Dataset entries:
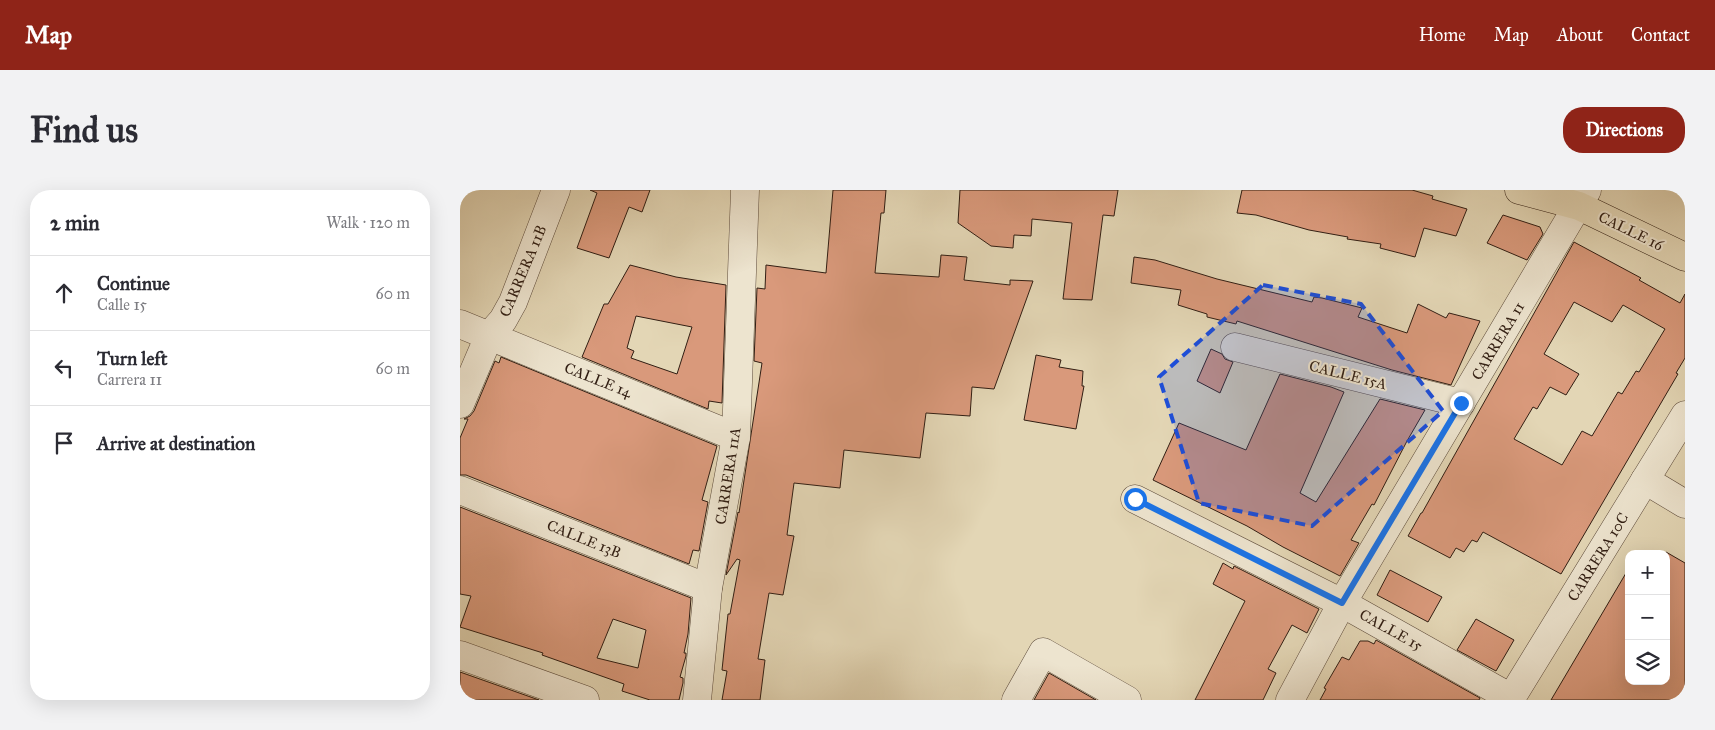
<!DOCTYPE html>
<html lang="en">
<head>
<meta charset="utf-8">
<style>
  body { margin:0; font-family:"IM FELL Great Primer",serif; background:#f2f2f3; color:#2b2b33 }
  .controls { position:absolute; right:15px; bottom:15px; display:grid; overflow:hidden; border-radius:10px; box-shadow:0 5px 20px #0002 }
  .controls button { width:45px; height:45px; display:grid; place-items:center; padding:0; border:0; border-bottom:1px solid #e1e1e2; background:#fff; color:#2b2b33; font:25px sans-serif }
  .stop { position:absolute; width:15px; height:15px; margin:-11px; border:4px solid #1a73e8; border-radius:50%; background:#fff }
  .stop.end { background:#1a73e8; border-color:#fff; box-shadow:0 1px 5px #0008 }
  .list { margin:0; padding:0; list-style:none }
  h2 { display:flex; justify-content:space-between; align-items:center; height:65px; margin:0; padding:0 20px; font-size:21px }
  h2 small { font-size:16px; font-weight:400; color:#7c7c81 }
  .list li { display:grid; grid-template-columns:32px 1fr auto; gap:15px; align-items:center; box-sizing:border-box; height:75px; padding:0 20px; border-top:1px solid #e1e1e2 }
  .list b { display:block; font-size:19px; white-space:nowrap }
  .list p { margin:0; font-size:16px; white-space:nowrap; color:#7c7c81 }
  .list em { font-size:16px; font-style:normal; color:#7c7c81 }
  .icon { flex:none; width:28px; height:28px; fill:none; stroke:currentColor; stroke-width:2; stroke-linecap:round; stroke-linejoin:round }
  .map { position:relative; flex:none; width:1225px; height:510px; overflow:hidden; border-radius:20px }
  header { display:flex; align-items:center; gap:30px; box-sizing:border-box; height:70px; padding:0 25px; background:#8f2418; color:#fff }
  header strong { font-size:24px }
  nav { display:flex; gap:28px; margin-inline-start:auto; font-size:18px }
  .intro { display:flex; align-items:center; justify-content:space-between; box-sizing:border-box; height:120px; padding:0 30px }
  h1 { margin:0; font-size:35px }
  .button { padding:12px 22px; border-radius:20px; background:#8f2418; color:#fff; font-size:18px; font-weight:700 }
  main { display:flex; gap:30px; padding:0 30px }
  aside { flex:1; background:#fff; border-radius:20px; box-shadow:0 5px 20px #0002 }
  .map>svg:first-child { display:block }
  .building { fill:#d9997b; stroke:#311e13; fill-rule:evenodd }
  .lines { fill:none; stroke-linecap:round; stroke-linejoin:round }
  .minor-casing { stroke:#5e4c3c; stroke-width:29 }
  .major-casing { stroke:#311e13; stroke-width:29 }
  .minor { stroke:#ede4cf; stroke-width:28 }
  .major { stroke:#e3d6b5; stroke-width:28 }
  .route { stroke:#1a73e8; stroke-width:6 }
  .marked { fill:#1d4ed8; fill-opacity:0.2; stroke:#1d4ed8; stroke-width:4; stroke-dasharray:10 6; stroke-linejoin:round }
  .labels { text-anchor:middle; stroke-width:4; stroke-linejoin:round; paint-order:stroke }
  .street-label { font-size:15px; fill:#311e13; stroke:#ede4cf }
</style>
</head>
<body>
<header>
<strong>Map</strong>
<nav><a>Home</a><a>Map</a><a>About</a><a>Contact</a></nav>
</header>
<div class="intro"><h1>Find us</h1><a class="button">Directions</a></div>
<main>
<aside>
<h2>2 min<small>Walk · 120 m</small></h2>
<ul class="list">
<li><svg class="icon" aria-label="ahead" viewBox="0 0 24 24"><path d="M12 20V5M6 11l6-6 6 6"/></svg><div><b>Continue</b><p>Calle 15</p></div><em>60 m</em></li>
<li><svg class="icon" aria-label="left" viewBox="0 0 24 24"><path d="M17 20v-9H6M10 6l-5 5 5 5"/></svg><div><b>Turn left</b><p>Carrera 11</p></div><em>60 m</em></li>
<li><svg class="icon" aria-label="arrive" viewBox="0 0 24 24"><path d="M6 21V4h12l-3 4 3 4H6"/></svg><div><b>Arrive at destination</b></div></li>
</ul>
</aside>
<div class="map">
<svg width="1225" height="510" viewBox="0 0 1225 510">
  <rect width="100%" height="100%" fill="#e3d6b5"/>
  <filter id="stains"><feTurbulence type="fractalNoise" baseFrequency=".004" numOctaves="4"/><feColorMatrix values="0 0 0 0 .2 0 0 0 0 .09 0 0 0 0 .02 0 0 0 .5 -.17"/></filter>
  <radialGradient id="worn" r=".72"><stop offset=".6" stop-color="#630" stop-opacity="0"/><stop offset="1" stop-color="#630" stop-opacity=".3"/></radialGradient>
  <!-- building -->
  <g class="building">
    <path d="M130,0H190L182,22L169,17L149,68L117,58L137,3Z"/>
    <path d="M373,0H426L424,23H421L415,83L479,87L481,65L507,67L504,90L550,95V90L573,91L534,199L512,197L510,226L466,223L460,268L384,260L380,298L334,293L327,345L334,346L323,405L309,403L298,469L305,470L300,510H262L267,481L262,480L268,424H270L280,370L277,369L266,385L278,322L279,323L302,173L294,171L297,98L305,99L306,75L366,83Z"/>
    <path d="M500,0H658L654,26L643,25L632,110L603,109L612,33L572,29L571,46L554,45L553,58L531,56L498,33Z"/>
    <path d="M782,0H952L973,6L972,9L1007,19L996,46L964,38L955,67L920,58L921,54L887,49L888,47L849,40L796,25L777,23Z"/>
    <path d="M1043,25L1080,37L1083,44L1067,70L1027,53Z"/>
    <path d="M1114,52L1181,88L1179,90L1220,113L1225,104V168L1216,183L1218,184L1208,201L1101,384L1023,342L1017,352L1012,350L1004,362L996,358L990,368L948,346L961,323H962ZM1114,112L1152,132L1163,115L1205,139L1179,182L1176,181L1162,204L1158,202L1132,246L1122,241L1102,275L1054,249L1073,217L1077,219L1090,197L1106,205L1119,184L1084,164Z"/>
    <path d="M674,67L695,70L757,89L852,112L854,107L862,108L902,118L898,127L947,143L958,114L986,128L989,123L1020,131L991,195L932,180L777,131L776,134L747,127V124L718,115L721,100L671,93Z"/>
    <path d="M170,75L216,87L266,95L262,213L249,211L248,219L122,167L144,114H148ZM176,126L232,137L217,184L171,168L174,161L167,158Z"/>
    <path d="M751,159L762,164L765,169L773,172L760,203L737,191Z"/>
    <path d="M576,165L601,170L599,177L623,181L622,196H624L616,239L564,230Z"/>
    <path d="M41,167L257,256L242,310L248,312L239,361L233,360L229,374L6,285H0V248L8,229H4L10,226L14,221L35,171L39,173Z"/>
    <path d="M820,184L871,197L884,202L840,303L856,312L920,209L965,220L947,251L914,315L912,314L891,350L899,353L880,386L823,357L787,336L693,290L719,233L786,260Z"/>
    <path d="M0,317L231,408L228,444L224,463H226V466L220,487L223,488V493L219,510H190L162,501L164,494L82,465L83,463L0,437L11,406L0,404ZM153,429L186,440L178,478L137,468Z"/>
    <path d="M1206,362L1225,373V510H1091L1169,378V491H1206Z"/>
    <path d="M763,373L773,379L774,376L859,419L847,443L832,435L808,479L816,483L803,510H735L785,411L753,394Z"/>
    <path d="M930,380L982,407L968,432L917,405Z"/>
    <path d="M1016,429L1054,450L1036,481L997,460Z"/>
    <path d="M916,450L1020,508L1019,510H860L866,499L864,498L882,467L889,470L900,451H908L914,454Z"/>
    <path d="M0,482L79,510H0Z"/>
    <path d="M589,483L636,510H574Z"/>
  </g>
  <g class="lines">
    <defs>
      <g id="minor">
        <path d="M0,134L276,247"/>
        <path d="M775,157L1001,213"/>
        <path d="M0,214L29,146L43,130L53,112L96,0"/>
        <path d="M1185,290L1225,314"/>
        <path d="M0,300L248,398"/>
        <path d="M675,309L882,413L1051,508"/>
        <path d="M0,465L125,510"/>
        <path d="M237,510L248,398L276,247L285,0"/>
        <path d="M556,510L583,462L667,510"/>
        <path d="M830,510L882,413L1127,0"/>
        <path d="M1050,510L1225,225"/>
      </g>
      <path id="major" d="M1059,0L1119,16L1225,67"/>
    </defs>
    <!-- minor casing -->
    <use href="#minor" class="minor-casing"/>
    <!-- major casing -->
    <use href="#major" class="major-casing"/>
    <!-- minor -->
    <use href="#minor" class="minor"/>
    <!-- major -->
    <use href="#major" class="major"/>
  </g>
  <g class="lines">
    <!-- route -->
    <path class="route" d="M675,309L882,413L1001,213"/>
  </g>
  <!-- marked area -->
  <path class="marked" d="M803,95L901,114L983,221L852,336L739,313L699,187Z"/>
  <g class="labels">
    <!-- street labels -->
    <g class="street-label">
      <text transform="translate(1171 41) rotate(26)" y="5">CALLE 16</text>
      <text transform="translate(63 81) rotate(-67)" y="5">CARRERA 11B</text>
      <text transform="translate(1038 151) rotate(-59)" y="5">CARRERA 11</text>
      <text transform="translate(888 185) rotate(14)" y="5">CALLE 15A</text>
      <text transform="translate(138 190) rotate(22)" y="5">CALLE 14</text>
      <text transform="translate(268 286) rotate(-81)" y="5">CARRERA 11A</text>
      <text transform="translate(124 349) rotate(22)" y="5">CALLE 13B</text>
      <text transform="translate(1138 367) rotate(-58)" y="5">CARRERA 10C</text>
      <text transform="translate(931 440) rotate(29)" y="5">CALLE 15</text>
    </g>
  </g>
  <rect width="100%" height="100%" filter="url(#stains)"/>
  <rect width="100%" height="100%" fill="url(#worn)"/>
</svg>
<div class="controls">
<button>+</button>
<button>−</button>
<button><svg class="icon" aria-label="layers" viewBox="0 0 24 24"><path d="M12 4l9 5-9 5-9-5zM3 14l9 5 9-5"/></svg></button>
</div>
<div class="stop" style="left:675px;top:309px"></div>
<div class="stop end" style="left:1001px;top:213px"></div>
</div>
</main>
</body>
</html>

> _Work to complete_
Wherever the string "list" appears in a line above, copy that line.

> _Answer to this problem_
  .list { margin:0; padding:0; list-style:none }
  .list li { display:grid; grid-template-columns:32px 1fr auto; gap:15px; align-items:center; box-sizing:border-box; height:75px; padding:0 20px; border-top:1px solid #e1e1e2 }
  .list b { display:block; font-size:19px; white-space:nowrap }
  .list p { margin:0; font-size:16px; white-space:nowrap; color:#7c7c81 }
  .list em { font-size:16px; font-style:normal; color:#7c7c81 }
<ul class="list">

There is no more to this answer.